Jerome Charyn's Playlist for His Novel "Sergeant Salinger"

Sergeant Salinger by Jerome Charyn

In the Book Notes series, authors create and discuss a music playlist that relates in some way to their recently published book.

Previous contributors include Jesmyn Ward, Lauren Groff, Bret Easton Ellis, Celeste Ng, T.C. Boyle, Dana Spiotta, Amy Bloom, Aimee Bender, Roxane Gay, and many others.

Jerome Charyn's novel Sergeant Salinger offers a haunting portrait of J.D. Salinger's life as both a World War II soldier and post-war civilian.

Publishers Weekly wrote of the book:

"[A] literary tour de force. . . . Charyn vividly portrays [J.D. Salinger’s] journey from slick short story writer to suffering artist. The winning result humanizes a legend."


In his words, here is Jerome Charyn's Book Notes music playlist for his novel Sergeant Salinger:



I had no soundtrack in my mind, real or imagined, when I wrote Sergeant Salinger.
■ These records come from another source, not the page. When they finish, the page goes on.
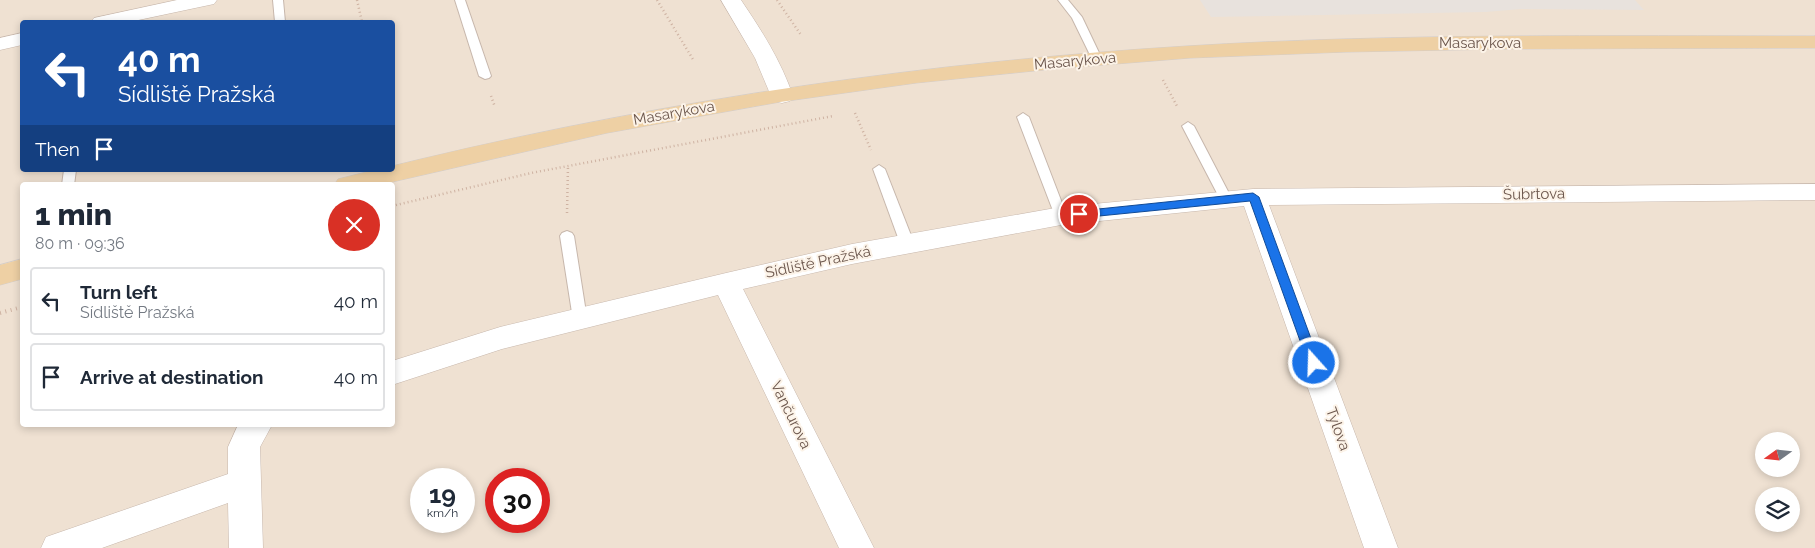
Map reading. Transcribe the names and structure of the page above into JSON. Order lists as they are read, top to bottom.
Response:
{
  "streets": {
    "main road": ["Masarykova"],
    "street": [
      "Šubrtova",
      "Sídliště Pražská",
      "Vančurova",
      "Tylova"
    ]
  },
  "crossings": [
    ["Šubrtova", "Sídliště Pražská"],
    ["Šubrtova", "Tylova"],
    ["Sídliště Pražská", "Vančurova"],
    ["Sídliště Pražská", "Tylova"]
  ],
  "north": "left",
  "page": {
    "turn": ["40 m", "Sídliště Pražská"],
    "then": "Then",
    "heading": ["1 min", "80 m · 09:36"],
    "list": [
      {
        "name": "Turn left",
        "note": "Sídliště Pražská",
        "value": "40 m"
      },
      {
        "name": "Arrive at destination",
        "value": "40 m"
      }
    ],
    "speed": "19 km/h",
    "limit": "30"
  }
}
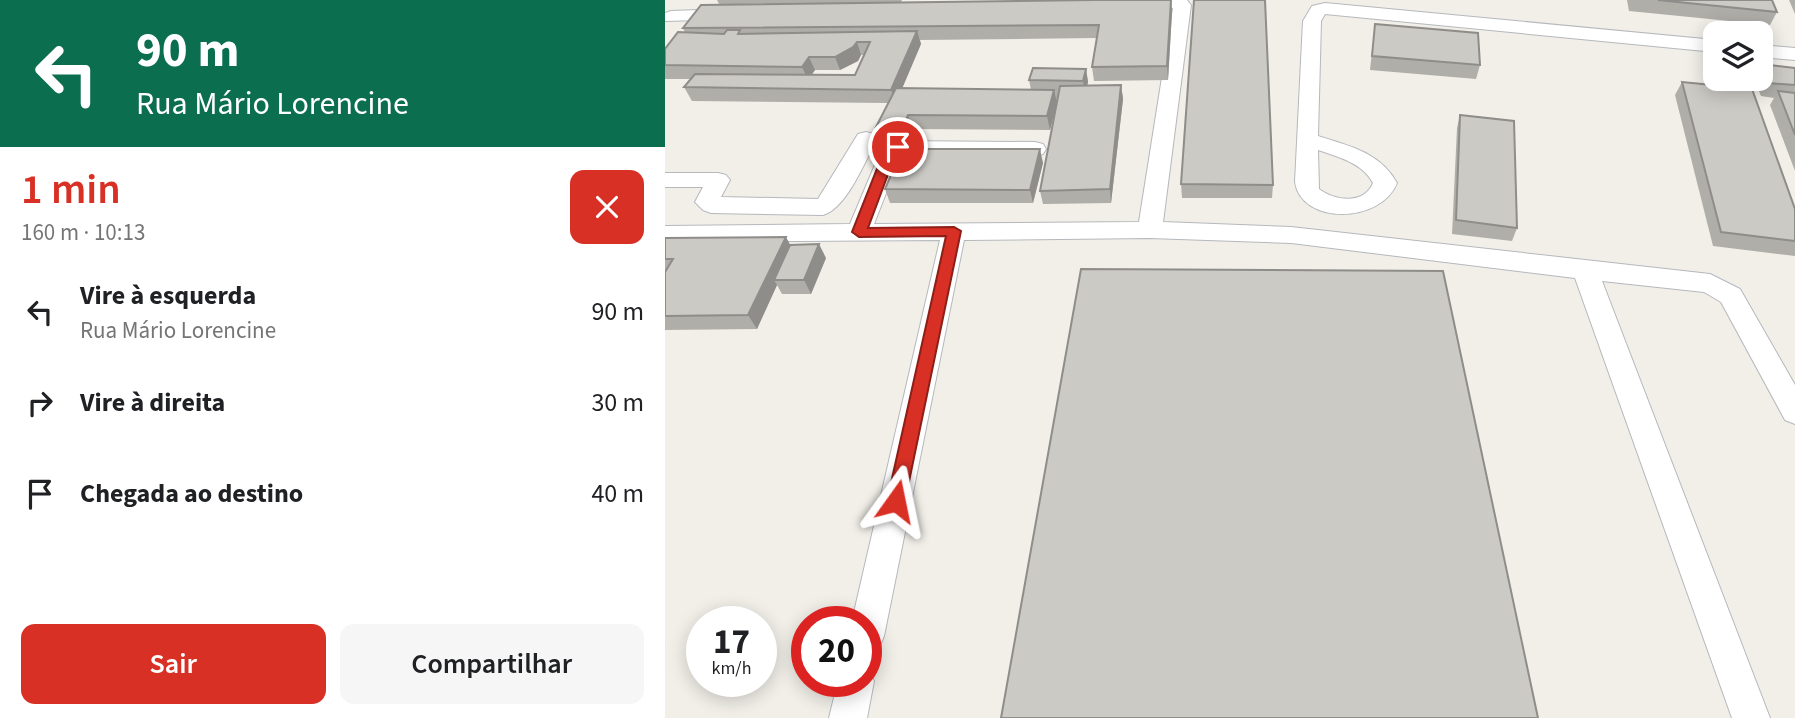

A good portion of the novel takes place during World War II, when Salinger, a member of the U.S. Counter Intelligence Corps, experienced horror after horror, from the landing on D-Day at Utah Beach to the Battle of the Bulge and the liberation of a Nazi death camp in Bavaria, where he discovered dead men in striped pajamas piled liked cords of wood. And there aren’t any musical moments suggested in Sergeant Salinger, but the novel brought back certain songs that haunted my childhood during the war (I was five in 1942), particularly songs that came from radio broadcasts or the movies. I had my idols. My own particular favorites were the Andrew Sisters, Patty, Laverne, and Maxene. I was in love with Patty throughout the war, with all her glorious blondness. I gazed upon her as the one and only beautiful sister in films such Buck Privates (1941), which featured “Boogie Woogie Bugle Boy” (nominated for an Academy Award), and Hollywood Canteen (1944). I can still summon up “Don’t Sit Under the Apple Tree” and “Rum and Coca-Cola.”

The Andrews Sisters also appear as disembodied creatures in Sergeant Salinger. Sonny, as Salinger was called, had to identify each of the Andrews Sisters at a checkpoint in “The Green Hell” of the Hürtgen Forest, or he might have been arrested as a German spy . . .

He rattles off their names—“Patty, Laverne, and Maxene”—and gets through the checkpoint unscathed.

Another favorite of mine was British songbird Vera Lynn, who delivered “We’ll Meet Again” and “White Cliffs of Dover” with great gusto. The sound of her voice still represents the sadness of war. And when Sonny is training as an intelligence agent in Tiverton, a small town in Devon, England, I could imagine Vera Lynn serenading him, as she still serenades me, at night sometimes, as I’m tumbling out of a dream.

“We’ll Meet Again” has remained with us for over seventy years, as has Dame Vera Lynn, who was knighted in 1975 and died in 2020 at the age of 103. She was considered the sweetheart of the armed services during the war, when she entertained British troops throughout the world. But the song itself has probably eclipsed Dame Vera and all her honors. Stanley Kubrick used “We’ll Meet Again” in the very last moments of Dr. Strangelove (1964), in the middle of a nuclear holocaust, and the song also appears in the final scenes of the BBC’s brilliant serialized teleplay, The Singing Detective (1986), written by Dennis Potter. But I still associate the song with Sergeant Salinger, with a Yank caught in Devon and Bavaria, who never really recovered from the maddening brutality of war.


Jerome Charyn is the author of more than fifty works of fiction and nonfiction, including Cesare: A Novel of War-Torn Berlin. He lives in New York.